▶ [WHAT YOU WILL DO]
From the top of the entries, reproduce each line exactly, stopping after the line that contains "position:absolute; left:1764px; top:1500px;". Omit pictures.

──────── RECORDS PROVIDED ────────

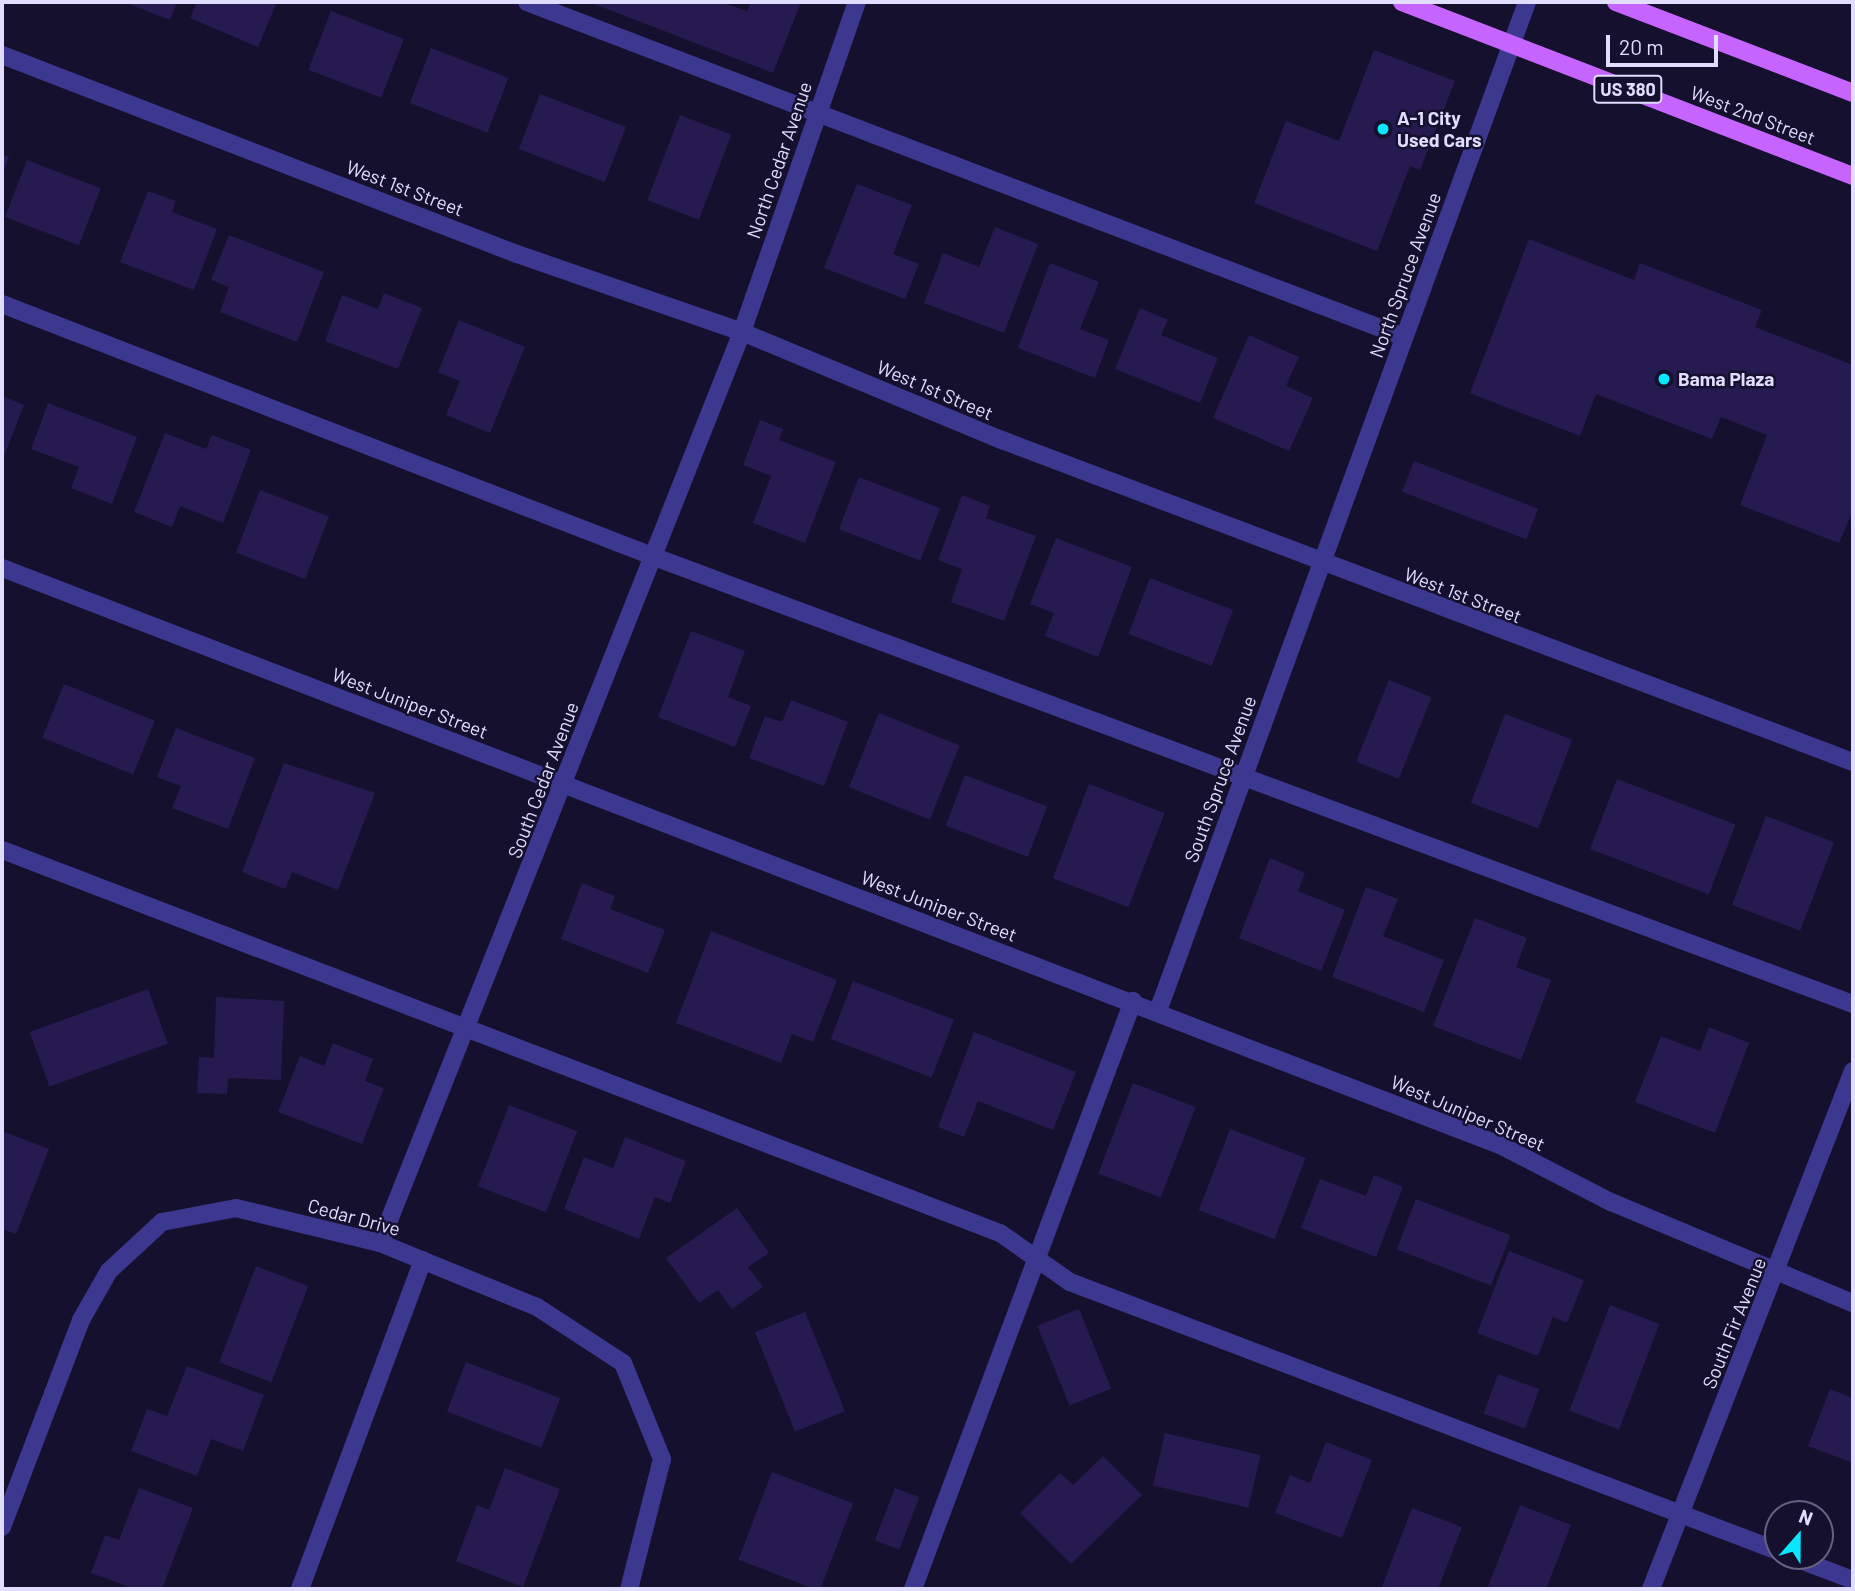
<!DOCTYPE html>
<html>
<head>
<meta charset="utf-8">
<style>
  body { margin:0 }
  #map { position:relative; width:1855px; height:1591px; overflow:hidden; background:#15102e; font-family:Barlow,sans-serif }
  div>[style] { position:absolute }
  .building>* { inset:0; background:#251b50; transform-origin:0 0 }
  .minor>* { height:18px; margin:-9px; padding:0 9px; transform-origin:9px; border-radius:9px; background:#3c388f }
  .major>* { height:18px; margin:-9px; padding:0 9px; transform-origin:9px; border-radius:9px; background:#c564ff }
  .dots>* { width:19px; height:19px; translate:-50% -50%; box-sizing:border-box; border:4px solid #15102e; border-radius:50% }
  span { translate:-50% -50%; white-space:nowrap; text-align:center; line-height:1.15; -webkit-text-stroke:5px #15102e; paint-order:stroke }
  .shield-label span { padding:2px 5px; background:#15102e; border:2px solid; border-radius:5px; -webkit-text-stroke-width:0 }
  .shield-label { font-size:18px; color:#e1ddff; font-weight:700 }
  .street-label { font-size:19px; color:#e1ddff }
  .poi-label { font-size:19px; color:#e1ddff; font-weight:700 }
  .left { translate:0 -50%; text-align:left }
  .frame { position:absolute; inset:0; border:4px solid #e1ddff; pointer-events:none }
  .north { position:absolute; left:1764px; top:1500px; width:70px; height:70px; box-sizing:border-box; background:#15102e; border:2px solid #676282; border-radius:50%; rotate:21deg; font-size:19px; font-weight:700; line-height:28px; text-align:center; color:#e1ddff }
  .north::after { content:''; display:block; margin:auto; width:24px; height:32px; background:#09e7ff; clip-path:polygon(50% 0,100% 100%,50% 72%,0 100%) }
  .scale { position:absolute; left:1606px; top:35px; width:112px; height:32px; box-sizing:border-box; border:4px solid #e1ddff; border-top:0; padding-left:9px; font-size:21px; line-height:24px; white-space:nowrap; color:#e1ddff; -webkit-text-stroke:5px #15102e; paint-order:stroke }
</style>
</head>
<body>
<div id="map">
  <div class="building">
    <div style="clip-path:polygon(124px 2px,177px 2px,170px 20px)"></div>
    <div style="clip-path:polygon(197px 2px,277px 2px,258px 47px,190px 18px)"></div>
    <div style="clip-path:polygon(589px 2px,722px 2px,747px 11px,751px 2px,801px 2px,773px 73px)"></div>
    <div style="left:331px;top:11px;width:78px;height:63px;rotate:21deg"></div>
    <div style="left:431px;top:48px;width:83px;height:59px;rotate:21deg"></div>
    <div style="clip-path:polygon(1374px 50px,1455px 81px,1420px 170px,1410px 166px,1377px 251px,1254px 203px,1286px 121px,1339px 141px)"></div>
    <div style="left:540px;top:94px;width:92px;height:59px;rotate:21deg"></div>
    <div style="left:680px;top:115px;width:55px;height:91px;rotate:21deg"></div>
    <div style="clip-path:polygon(2px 154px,9px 157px,2px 175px)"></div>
    <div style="left:27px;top:160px;width:79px;height:61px;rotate:21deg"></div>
    <div style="clip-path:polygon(857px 184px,912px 205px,893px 254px,919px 264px,905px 299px,824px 268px)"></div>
    <div style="clip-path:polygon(148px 191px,176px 201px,172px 212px,217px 229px,194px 290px,120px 262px)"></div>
    <div style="clip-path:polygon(995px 227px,1038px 244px,1004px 333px,924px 303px,943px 253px,979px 267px)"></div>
    <div style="clip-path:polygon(229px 235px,324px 272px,297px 342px,220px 312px,229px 287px,211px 280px)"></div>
    <div style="clip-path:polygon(1529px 239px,1634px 280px,1640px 263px,1762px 310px,1755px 327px,1853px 365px,1853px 510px,1839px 543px,1740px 505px,1767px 435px,1721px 417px,1712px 439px,1596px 394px,1580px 436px,1470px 393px)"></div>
    <div style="clip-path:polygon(1050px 263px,1099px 282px,1080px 329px,1109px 340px,1095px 378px,1018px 348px)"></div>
    <div style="clip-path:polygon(384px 293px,422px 308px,398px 369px,325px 341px,342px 295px,378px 309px)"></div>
    <div style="clip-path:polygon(1140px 308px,1168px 320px,1161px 335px,1218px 358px,1200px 403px,1115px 369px)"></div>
    <div style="clip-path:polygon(459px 320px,525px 347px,490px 433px,446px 415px,460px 381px,438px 372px)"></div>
    <div style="clip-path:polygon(1249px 335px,1299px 357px,1286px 386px,1313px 398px,1289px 451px,1213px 418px)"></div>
    <div style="clip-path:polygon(2px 396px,24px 405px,2px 461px)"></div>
    <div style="clip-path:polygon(48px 403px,137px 437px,112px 504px,71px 488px,79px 467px,31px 449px)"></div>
    <div style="clip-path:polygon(760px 420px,783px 429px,779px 440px,836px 462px,805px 543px,753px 523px,771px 476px,743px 465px)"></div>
    <div style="clip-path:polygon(165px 433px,206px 449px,212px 435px,251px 450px,223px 523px,180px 506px,172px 527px,134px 512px)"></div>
    <div style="left:1414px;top:461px;width:133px;height:33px;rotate:21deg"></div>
    <div style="left:859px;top:477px;width:87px;height:56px;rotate:21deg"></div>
    <div style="left:260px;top:490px;width:74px;height:67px;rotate:21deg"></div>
    <div style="clip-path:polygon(962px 495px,990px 506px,986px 518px,1036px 536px,1004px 621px,951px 602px,962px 569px,938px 560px)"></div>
    <div style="clip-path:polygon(1056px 538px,1132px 567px,1098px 657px,1045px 636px,1054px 613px,1030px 604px)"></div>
    <div style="left:1150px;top:578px;width:89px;height:60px;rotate:21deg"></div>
    <div style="clip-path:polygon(691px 631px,745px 651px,728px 697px,751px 706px,735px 747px,658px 717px)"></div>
    <div style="left:1389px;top:680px;width:46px;height:88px;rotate:22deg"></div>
    <div style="left:64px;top:684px;width:98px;height:58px;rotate:22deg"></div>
    <div style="clip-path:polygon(791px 700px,848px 722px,824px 786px,749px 758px,765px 716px,782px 722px)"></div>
    <div style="left:879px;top:713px;width:87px;height:80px;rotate:22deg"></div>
    <div style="left:1505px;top:714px;width:72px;height:95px;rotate:21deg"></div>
    <div style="clip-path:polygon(176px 728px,255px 758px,228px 829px,172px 808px,181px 786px,157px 777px)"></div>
    <div style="clip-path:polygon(284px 763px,375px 793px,338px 890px,292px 872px,285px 889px,242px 872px)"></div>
    <div style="left:965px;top:775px;width:88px;height:54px;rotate:21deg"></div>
    <div style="left:1617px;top:779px;width:127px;height:75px;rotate:21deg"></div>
    <div style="left:1089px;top:784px;width:81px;height:101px;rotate:21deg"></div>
    <div style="left:1766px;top:816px;width:73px;height:95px;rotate:21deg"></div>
    <div style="clip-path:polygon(1270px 858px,1305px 873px,1298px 891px,1345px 910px,1321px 971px,1239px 938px)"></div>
    <div style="clip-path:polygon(582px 883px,615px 896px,610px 909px,665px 930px,648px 973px,561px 939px)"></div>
    <div style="clip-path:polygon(1366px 887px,1398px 899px,1383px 936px,1444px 960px,1424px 1012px,1332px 977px)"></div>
    <div style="clip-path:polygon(1475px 918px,1527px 938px,1516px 967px,1551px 980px,1521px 1060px,1433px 1026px)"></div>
    <div style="clip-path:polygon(711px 931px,837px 980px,813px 1042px,792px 1034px,781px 1063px,676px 1023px)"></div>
    <div style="left:853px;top:981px;width:108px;height:62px;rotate:21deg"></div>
    <div style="left:148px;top:989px;width:58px;height:126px;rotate:70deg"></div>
    <div style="clip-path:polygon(216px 997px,284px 1001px,281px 1080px,228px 1078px,227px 1094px,197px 1093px,199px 1057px,214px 1058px)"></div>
    <div style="clip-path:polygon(1709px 1027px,1749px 1043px,1715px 1133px,1635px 1102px,1661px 1036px,1700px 1051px)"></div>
    <div style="clip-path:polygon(974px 1032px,1076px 1072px,1053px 1130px,978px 1101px,964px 1137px,938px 1127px)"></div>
    <div style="clip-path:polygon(333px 1043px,373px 1059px,365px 1081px,384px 1088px,362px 1144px,278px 1112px,300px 1056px,324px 1066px)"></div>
    <div style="left:1133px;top:1083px;width:67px;height:97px;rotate:21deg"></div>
    <div style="left:509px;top:1105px;width:73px;height:87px;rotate:21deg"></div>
    <div style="left:1230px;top:1129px;width:81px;height:87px;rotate:21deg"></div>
    <div style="clip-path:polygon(2px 1131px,49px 1149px,16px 1234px,2px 1229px)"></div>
    <div style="clip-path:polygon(625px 1137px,686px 1161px,670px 1203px,655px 1197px,639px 1239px,564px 1209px,584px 1157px,613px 1168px)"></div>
    <div style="clip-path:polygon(1374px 1175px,1403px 1187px,1376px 1257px,1301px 1228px,1320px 1179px,1366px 1196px)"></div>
    <div style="left:1416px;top:1199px;width:101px;height:54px;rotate:21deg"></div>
    <div style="clip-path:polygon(737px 1208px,769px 1253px,748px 1267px,763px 1287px,732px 1309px,718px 1290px,699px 1303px,666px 1258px)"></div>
    <div style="clip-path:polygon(1509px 1251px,1584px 1280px,1567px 1323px,1553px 1317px,1538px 1356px,1477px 1333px)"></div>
    <div style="left:256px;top:1266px;width:56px;height:103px;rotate:21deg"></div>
    <div style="left:1610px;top:1305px;width:53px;height:113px;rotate:21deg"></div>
    <div style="left:1079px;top:1309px;width:86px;height:45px;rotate:68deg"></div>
    <div style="left:805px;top:1312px;width:107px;height:54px;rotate:68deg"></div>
    <div style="left:466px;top:1362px;width:101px;height:53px;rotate:21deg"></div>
    <div style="clip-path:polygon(187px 1366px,264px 1395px,243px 1451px,211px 1439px,197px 1476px,131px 1451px,147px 1409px,167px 1416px)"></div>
    <div style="left:1498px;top:1374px;width:44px;height:42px;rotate:20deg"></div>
    <div style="clip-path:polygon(1830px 1389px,1853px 1398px,1853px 1463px,1808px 1446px)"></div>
    <div style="left:1165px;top:1433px;width:98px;height:54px;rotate:13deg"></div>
    <div style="clip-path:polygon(1326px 1442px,1372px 1460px,1342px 1538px,1275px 1513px,1290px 1475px,1310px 1483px)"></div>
    <div style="clip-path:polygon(1103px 1456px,1142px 1495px,1071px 1564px,1020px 1513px,1060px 1473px,1073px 1485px)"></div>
    <div style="clip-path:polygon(505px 1468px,560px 1489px,523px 1587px,456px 1561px,477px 1505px,489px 1510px)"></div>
    <div style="left:772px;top:1472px;width:87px;height:94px;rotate:21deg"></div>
    <div style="clip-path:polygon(139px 1488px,193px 1508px,162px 1589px,135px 1589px,91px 1573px,105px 1535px,119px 1540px)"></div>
    <div style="left:895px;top:1488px;width:26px;height:56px;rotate:21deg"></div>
    <div style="clip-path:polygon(1520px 1505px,1571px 1525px,1546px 1589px,1487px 1589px)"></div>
    <div style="clip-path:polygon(1412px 1508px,1462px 1527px,1438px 1589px,1381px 1589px)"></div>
  </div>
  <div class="minor">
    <div style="left:527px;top:2px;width:939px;rotate:20.91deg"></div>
    <div style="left:2px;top:55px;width:552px;rotate:21.13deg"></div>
    <div style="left:517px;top:254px;width:238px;rotate:19.1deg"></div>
    <div style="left:742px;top:332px;width:282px;rotate:22.6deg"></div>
    <div style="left:1002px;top:440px;width:910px;rotate:20.73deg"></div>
    <div style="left:2px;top:304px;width:697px;rotate:21.19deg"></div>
    <div style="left:652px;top:556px;width:1282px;rotate:20.46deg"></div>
    <div style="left:2px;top:568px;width:1605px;rotate:21.07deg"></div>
    <div style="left:1500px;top:1145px;width:125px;rotate:27.2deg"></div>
    <div style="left:1611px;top:1202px;width:262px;rotate:22.7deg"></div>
    <div style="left:2px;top:850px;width:1069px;rotate:21deg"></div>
    <div style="left:1000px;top:1233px;width:85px;rotate:35deg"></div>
    <div style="left:1070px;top:1282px;width:757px;rotate:20.8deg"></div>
    <div style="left:1158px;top:1011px;width:1074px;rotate:-69.91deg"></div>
    <div style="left:380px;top:1243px;width:980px;rotate:-68.33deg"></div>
    <div style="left:742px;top:332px;width:349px;rotate:-70.8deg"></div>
    <div style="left:2px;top:1527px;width:222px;rotate:-69.1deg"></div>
    <div style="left:81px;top:1320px;width:56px;rotate:-60.3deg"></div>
    <div style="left:109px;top:1271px;width:72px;rotate:-42.8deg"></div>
    <div style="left:162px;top:1222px;width:75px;rotate:-10.7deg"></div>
    <div style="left:236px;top:1208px;width:148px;rotate:13.7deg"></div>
    <div style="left:380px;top:1243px;width:170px;rotate:22.2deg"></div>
    <div style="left:537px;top:1307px;width:103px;rotate:33.1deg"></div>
    <div style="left:623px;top:1363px;width:104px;rotate:67.9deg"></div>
    <div style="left:662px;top:1459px;width:134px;rotate:104.2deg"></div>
    <div style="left:1790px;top:1556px;width:67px;rotate:20.9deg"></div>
    <div style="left:300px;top:1589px;width:351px;rotate:-69.5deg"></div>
    <div style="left:913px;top:1589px;width:628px;rotate:-69.49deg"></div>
    <div style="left:1651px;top:1589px;width:556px;rotate:-68.7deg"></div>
  </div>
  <div class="major">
    <div style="left:1402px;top:2px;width:483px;rotate:21.1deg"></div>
    <div style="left:1616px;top:2px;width:254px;rotate:21deg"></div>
  </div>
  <div class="dots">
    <div style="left:1383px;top:129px;background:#09e7ff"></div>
    <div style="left:1664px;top:379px;background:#09e7ff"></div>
  </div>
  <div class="shield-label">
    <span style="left:1628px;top:89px">US 380</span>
  </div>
  <div class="street-label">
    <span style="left:1753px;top:115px;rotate:21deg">West 2nd Street</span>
    <span style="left:779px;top:160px;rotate:-71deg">North Cedar Avenue</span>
    <span style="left:405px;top:188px;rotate:21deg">West 1st Street</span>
    <span style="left:1405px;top:275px;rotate:-70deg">North Spruce Avenue</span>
    <span style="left:935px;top:390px;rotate:23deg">West 1st Street</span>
    <span style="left:1463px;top:595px;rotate:21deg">West 1st Street</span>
    <span style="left:410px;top:703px;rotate:21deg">West Juniper Street</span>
    <span style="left:1220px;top:779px;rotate:-70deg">South Spruce Avenue</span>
    <span style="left:543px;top:780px;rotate:-69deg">South Cedar Avenue</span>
    <span style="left:939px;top:906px;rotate:21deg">West Juniper Street</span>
    <span style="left:1468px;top:1113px;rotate:23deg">West Juniper Street</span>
    <span style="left:354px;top:1217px;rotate:15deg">Cedar Drive</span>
    <span style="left:1734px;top:1323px;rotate:-68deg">South Fir Avenue</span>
  </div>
  <div class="poi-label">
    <span class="left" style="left:1397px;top:129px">A-1 City<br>Used Cars</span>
    <span class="left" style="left:1678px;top:379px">Bama Plaza</span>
  </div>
  <div class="frame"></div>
  <div class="north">N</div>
  <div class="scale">20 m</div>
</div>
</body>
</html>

────────

▶ [SOLUTION BELOW]
<!DOCTYPE html>
<html>
<head>
<meta charset="utf-8">
<style>
  body { margin:0 }
  #map { position:relative; width:1855px; height:1591px; overflow:hidden; background:#15102e; font-family:Barlow,sans-serif }
  div>[style] { position:absolute }
  .building>* { inset:0; background:#251b50; transform-origin:0 0 }
  .minor>* { height:18px; margin:-9px; padding:0 9px; transform-origin:9px; border-radius:9px; background:#3c388f }
  .major>* { height:18px; margin:-9px; padding:0 9px; transform-origin:9px; border-radius:9px; background:#c564ff }
  .dots>* { width:19px; height:19px; translate:-50% -50%; box-sizing:border-box; border:4px solid #15102e; border-radius:50% }
  span { translate:-50% -50%; white-space:nowrap; text-align:center; line-height:1.15; -webkit-text-stroke:5px #15102e; paint-order:stroke }
  .shield-label span { padding:2px 5px; background:#15102e; border:2px solid; border-radius:5px; -webkit-text-stroke-width:0 }
  .shield-label { font-size:18px; color:#e1ddff; font-weight:700 }
  .street-label { font-size:19px; color:#e1ddff }
  .poi-label { font-size:19px; color:#e1ddff; font-weight:700 }
  .left { translate:0 -50%; text-align:left }
  .frame { position:absolute; inset:0; border:4px solid #e1ddff; pointer-events:none }
  .north { position:absolute; left:1764px; top:1500px; width:70px; height:70px; box-sizing:border-box; background:#15102e; border:2px solid #676282; border-radius:50%; rotate:21deg; font-size:19px; font-weight:700; line-height:28px; text-align:center; color:#e1ddff }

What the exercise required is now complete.